Picking up where we left off with Sister Carrie. Carrie has just met a man on the train to Chicago:

 

Here was a type of the travelling canvasser for a manufacturing house--a class which at that time was first being dubbed by the slang of the day "drummers." He came within the meaning of still newer term, which had sprung into general use among Americans in 1880, and which concisely expressed the thought of one whose dress or manners are calculated to elicit the admiration of susceptible young women--a "masher." His suit was of a striped and crossed pattern of brown wool, new at that time, but since become familiar as a business suit. The low crotch of the vest revealed a stiff shirt bosom of white and pink stripes. From his coat sleeves protruded a pair of linen cuffs of the same pattern, fastened with large, gold plate buttons, set with the common yellow agates known as "cat's-eyes." His fingers bore several rings--one, the ever-enduring heavy seal--and from his vest dangled a neat gold watch chain, from which was suspended the secret insignia of the Order of Elks. The whole suit was rather tight-fitting, and was finished off with heavy-soled tan shoes, highly polished, and the grey fedora hat.

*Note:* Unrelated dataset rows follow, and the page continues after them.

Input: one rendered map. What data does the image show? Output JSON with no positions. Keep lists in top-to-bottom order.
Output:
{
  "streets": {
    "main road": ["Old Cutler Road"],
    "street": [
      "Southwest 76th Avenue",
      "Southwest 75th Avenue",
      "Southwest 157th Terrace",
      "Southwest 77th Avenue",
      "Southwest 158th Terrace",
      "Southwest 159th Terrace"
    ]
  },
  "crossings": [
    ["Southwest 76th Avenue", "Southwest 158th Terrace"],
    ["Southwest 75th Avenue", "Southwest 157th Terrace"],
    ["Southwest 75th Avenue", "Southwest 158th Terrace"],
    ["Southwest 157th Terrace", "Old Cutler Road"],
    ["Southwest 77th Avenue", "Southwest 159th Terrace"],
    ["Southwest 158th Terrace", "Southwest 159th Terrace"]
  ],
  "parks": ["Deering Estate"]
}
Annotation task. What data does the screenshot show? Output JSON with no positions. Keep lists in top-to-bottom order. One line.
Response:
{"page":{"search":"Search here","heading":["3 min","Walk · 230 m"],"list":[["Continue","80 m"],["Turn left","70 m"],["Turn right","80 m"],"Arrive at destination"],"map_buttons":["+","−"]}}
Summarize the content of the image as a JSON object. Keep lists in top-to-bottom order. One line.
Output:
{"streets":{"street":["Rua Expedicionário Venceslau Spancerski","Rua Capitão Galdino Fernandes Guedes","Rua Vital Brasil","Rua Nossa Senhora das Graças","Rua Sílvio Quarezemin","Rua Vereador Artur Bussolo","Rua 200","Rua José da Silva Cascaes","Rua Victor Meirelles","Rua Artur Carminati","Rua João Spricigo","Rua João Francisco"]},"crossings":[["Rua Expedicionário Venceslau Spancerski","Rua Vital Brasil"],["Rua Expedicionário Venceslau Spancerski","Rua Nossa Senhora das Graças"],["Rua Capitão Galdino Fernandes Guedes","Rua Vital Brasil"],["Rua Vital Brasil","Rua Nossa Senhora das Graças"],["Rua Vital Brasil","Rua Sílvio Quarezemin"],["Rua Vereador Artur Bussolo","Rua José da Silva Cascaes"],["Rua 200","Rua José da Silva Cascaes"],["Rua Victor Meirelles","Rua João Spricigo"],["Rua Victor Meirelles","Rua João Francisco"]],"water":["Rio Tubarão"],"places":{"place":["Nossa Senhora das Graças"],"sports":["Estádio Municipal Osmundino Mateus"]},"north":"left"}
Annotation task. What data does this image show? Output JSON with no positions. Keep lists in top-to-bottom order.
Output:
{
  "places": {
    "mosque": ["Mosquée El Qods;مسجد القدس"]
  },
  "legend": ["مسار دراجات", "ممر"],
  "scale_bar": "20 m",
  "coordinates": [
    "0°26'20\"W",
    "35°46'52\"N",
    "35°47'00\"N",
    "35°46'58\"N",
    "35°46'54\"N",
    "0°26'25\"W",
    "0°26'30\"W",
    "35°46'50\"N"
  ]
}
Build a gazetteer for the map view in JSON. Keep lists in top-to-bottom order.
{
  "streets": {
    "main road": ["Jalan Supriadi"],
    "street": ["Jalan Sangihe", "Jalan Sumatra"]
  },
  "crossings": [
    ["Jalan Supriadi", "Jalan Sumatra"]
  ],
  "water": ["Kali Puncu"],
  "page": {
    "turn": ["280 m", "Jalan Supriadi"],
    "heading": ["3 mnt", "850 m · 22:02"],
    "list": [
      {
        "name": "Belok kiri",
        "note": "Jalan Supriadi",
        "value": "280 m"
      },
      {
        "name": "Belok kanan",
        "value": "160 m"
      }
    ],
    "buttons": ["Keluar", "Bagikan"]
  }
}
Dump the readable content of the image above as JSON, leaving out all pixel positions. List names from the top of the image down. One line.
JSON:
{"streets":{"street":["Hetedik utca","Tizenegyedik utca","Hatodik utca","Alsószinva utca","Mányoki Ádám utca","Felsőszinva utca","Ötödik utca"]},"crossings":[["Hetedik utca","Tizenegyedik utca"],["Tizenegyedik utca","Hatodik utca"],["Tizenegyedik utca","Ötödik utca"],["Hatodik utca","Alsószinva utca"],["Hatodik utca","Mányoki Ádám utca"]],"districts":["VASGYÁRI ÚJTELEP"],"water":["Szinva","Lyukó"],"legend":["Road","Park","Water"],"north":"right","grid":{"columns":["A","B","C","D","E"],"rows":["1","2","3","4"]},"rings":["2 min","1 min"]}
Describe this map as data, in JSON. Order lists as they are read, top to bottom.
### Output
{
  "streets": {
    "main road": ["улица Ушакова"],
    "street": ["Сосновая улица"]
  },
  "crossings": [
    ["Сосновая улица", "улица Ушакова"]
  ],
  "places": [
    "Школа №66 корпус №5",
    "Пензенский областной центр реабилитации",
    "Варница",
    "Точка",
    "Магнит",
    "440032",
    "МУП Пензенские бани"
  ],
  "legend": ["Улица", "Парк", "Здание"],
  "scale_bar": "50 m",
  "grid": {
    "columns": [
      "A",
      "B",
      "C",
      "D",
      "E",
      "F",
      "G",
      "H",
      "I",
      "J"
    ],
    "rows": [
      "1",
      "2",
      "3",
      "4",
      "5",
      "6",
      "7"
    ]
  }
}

He was, for the order of intellect represented, attractive, and whatever he had to recommend him, you may be sure was not lost upon Carrie, in this, her first glance.

Lest this order of individual should permanently pass, let me put down some of the most striking characteristics of his most successful manner and method. Good clothes, of course, were the first essential, the things without which he was nothing. strong physical nature, actuated by a keen desire for the feminine, was the next. A mind free of any consideration of the problems or forces of the world and actuated not by greed, but an insatiable love of variable pleasure. His method was always simple. Its principal element was daring, backed, of course, by an intense desire and admiration for the sex. Let him meet with a young woman once and he would approach her with an air of kindly familiarity, not unmixed with pleading, which would result in most cases in a tolerant acceptance. If she showed any tendency to coquetry he would be apt to straighten her tie, or if she "took up" with him at all, to call her by her first name. If he visited a department store it was to lounge familiarly over the counter and ask some leading questions. In more exclusive circles, on the train or in waiting stations, he went slower. If some seemingly vulnerable object appeared he was all attention-- to pass the compliments of the day, to lead the way to the parlor car, carrying her grip, or, failing that, to take a seat next her with the hope of being able to court her to her destination. Pillows, books, a footstool, the shade lowered all these figured in the things which he could do. If, when she reached her destination he did not alight and attend her baggage for her, it was because, in his own estimation, he had signally failed.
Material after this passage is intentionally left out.